Perhaps the most ridiculous moment in the film was the scene of the American Baby with his Dad at the mothers group which used meditation and chanting in the style of native cultures to affirm their oneness with the earth.  Cut to the Mongolian baby who was interacting with the goat or investigating chickens.
This movie is at once entertainng, cute and very thought provoking as it lays bare many of the cultural beliefs surrounding child rearing.

My Score: 8/10

Ma's View:

Yes this is a really delightful movie which shows that the mother-child relationship world-wide is very similar and that babies make the same progress in their first year whatever culture they belong to.  In fact, the Mongolian and Namibian babies appear to be happier, better adjusted and more resilient than their cosseted, over-stimulated western counter-parts.

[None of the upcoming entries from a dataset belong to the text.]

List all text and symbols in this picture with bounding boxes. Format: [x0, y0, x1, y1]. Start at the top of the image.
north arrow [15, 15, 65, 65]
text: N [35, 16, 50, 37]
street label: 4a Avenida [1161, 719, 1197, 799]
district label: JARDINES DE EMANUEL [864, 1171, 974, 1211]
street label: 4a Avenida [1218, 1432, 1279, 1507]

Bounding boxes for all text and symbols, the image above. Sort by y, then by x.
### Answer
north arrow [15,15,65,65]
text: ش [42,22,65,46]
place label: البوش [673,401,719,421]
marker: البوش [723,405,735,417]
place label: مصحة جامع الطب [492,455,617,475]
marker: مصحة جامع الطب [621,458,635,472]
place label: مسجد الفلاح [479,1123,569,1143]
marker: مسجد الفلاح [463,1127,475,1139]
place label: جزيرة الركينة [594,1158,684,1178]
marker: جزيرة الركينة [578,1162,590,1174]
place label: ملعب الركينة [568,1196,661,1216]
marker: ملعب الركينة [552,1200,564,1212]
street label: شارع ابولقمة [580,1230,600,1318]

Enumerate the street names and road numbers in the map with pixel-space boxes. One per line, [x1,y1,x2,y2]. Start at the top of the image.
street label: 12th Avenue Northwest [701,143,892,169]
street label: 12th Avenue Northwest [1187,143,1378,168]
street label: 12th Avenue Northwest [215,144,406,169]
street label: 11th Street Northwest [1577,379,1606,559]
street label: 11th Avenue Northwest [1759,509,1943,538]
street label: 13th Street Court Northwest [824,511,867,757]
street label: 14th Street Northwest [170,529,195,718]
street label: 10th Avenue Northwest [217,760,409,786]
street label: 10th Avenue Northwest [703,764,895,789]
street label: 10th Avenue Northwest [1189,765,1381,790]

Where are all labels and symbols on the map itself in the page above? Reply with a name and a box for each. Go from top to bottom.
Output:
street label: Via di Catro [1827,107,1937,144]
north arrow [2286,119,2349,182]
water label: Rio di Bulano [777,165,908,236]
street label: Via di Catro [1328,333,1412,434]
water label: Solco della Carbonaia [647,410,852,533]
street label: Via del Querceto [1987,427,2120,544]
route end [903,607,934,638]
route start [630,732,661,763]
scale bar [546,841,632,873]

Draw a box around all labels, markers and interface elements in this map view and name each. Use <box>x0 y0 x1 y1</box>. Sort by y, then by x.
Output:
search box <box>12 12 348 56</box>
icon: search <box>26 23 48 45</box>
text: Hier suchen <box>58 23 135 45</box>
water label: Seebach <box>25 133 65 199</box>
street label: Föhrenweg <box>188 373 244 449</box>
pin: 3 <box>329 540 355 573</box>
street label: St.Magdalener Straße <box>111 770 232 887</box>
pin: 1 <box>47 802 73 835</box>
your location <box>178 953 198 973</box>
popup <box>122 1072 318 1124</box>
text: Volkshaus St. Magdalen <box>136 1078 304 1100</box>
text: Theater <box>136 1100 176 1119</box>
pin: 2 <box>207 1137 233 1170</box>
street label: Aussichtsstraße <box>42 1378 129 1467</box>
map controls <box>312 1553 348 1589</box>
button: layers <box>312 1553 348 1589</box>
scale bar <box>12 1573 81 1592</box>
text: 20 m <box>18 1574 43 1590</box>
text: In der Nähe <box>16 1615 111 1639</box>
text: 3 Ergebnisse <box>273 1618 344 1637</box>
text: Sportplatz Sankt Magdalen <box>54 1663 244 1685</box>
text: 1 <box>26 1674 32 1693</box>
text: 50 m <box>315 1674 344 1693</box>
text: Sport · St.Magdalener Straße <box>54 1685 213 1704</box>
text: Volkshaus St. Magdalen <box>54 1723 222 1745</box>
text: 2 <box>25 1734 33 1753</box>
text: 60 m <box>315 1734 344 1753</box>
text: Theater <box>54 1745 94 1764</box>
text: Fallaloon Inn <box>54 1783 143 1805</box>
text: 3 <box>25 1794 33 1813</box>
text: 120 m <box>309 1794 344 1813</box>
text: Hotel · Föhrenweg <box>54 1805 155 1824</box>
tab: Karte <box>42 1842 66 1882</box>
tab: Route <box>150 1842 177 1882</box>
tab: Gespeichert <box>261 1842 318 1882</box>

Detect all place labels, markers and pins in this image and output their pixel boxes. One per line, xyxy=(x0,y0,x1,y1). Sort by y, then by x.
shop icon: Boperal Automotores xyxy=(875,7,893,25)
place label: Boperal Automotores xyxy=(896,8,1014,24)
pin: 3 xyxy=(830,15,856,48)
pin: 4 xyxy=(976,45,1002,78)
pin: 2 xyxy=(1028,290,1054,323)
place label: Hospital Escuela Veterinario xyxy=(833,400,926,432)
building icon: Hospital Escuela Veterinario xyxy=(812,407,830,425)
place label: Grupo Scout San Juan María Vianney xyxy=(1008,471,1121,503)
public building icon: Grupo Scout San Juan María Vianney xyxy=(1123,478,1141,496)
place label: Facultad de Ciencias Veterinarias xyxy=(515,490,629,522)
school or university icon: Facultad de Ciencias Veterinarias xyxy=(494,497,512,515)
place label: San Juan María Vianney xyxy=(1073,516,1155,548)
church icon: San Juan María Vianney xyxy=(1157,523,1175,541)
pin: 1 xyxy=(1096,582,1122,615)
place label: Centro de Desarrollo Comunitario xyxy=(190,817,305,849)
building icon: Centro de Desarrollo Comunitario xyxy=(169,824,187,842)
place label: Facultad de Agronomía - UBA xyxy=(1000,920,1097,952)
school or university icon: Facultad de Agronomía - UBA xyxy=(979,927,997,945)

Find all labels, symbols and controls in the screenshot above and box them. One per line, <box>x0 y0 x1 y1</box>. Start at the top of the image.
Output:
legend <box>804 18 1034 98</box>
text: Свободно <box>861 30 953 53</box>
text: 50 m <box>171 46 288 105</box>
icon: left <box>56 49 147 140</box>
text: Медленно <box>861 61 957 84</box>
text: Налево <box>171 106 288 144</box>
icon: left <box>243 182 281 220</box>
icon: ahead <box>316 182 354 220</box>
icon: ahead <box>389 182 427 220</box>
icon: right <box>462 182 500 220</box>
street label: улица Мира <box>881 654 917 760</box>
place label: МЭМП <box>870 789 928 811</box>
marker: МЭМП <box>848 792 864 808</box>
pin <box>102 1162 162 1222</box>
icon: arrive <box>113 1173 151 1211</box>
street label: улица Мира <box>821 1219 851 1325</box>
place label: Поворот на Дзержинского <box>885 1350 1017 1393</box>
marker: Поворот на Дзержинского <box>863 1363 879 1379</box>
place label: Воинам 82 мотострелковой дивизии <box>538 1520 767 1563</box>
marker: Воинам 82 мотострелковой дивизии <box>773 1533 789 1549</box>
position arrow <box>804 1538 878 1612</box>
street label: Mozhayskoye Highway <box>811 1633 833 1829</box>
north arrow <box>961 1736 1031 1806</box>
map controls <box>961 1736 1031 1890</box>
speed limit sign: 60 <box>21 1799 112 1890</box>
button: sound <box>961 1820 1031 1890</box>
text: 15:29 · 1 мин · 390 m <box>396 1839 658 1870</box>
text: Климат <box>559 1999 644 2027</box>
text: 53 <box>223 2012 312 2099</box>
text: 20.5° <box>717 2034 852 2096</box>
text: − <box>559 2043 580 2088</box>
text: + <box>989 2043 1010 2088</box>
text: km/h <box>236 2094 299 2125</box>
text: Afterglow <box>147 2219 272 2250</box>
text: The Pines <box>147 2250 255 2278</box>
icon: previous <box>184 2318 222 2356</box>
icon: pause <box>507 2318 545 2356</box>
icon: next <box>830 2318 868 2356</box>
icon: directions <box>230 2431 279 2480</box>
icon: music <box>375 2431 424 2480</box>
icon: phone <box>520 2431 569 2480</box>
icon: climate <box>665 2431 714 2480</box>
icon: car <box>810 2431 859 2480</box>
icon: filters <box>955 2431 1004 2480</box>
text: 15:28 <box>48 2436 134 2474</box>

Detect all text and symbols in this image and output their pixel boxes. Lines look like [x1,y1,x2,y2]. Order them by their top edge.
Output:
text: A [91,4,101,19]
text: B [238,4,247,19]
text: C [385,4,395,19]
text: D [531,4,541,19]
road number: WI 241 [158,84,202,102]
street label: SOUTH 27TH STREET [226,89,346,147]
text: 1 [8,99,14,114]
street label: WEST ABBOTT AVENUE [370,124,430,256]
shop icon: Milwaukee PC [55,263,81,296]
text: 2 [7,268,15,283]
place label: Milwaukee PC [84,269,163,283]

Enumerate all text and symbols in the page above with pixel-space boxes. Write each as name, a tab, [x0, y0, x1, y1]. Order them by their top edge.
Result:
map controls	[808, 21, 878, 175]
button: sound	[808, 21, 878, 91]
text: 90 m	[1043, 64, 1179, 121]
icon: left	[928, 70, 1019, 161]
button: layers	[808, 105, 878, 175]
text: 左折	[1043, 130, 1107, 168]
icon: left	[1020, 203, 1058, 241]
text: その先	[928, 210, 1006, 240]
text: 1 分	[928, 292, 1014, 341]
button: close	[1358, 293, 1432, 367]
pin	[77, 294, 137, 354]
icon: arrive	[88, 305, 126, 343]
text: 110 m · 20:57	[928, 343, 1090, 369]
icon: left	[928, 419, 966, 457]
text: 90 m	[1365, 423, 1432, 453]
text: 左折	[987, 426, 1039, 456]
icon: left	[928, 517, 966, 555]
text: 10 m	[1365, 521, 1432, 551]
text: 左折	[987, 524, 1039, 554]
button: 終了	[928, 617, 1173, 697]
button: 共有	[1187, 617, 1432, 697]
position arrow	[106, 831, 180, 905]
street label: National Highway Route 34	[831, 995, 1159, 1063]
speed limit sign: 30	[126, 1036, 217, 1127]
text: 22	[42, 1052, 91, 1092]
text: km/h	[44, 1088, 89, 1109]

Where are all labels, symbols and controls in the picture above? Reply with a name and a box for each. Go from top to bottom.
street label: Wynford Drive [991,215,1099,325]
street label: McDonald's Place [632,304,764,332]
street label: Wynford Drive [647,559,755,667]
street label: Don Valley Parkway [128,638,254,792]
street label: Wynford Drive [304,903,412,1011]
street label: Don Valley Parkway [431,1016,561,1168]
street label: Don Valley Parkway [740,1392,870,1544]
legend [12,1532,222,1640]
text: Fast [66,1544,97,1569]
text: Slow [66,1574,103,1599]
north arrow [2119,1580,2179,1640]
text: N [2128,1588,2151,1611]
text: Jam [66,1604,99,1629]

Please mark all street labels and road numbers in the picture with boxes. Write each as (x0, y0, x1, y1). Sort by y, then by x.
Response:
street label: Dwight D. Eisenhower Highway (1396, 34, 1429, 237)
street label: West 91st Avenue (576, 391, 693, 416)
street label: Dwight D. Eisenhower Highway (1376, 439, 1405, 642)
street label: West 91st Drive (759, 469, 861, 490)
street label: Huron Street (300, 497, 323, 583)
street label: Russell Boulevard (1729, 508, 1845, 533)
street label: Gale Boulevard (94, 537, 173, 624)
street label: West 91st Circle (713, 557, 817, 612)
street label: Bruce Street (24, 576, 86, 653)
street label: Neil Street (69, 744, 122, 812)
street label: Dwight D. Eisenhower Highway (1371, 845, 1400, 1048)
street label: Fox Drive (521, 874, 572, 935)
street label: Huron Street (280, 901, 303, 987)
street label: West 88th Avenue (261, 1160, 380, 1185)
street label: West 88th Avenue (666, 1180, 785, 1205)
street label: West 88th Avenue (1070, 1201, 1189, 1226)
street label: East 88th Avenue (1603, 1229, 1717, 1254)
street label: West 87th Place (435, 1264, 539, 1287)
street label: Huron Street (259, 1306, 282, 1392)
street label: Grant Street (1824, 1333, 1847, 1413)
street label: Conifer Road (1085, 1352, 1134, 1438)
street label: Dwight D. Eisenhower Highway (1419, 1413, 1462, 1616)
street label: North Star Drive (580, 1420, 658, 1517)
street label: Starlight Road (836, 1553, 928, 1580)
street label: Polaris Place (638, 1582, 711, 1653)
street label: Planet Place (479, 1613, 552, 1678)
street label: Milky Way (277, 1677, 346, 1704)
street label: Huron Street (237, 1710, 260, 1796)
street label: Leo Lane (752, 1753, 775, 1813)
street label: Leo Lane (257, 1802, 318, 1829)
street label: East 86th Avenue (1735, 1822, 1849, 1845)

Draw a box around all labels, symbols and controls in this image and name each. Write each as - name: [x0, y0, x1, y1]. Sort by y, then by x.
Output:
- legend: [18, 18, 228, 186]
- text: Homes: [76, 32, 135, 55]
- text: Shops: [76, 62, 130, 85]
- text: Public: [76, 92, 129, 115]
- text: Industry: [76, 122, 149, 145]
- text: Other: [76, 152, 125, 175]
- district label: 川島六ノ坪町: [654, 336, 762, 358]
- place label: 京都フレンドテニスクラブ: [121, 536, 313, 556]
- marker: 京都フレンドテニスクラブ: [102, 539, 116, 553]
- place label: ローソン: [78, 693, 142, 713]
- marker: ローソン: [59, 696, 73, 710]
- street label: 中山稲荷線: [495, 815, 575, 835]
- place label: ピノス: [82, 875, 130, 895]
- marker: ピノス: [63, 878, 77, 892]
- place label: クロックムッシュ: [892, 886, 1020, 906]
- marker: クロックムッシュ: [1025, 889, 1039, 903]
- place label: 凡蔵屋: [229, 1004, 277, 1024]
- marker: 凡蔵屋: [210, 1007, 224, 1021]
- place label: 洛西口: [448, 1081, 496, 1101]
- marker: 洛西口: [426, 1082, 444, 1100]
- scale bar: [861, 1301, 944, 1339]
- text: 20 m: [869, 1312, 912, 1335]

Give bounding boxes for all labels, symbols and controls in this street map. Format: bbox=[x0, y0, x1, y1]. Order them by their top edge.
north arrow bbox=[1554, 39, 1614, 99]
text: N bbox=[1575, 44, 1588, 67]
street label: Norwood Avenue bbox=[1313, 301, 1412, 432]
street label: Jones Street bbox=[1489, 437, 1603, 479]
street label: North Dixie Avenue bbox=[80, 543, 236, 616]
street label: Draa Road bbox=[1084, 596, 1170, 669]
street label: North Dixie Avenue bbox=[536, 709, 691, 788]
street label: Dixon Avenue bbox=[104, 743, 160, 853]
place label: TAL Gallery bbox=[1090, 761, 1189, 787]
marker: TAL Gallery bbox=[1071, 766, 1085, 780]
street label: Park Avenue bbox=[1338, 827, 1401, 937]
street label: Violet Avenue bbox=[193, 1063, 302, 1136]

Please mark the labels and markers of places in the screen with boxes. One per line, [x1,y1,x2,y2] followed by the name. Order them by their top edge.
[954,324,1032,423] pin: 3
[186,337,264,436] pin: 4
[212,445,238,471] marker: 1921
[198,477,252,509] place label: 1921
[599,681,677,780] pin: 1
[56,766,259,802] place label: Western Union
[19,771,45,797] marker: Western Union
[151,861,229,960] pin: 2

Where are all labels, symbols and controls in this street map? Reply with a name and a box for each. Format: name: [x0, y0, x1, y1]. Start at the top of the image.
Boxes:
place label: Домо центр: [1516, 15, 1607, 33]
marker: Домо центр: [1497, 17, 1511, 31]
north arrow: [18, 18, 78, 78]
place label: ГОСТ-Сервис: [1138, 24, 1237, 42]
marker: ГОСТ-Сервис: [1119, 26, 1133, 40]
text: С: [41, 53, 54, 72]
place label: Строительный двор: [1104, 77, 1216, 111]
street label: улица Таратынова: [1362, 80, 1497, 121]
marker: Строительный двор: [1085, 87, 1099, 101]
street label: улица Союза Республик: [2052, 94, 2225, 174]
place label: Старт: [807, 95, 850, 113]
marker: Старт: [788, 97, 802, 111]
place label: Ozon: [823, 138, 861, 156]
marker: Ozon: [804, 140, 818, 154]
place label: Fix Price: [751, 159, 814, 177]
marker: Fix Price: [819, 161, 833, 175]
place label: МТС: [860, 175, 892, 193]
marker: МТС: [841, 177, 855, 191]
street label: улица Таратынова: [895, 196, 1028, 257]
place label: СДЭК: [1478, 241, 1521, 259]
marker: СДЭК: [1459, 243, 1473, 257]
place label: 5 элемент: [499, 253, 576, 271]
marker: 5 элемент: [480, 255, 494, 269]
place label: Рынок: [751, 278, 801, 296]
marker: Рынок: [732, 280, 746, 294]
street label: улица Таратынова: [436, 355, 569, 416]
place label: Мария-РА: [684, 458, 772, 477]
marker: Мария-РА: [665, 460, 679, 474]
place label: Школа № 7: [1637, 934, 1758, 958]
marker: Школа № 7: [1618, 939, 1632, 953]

The concept of following the development of 4 babies is a simple one but the editing of the film which emphasises the vast difference in the environments/cultures of these babies makes a very telling comment on the way "civilisation" is shaping our little ones.

No voice over and no sub-titles allows the viewer to interpret the human behaviour for themselves - this makes for very thought-provoking cinema.  Unless, that is, you want all the answers served up to you on a platter - which some reviewers seemed to need!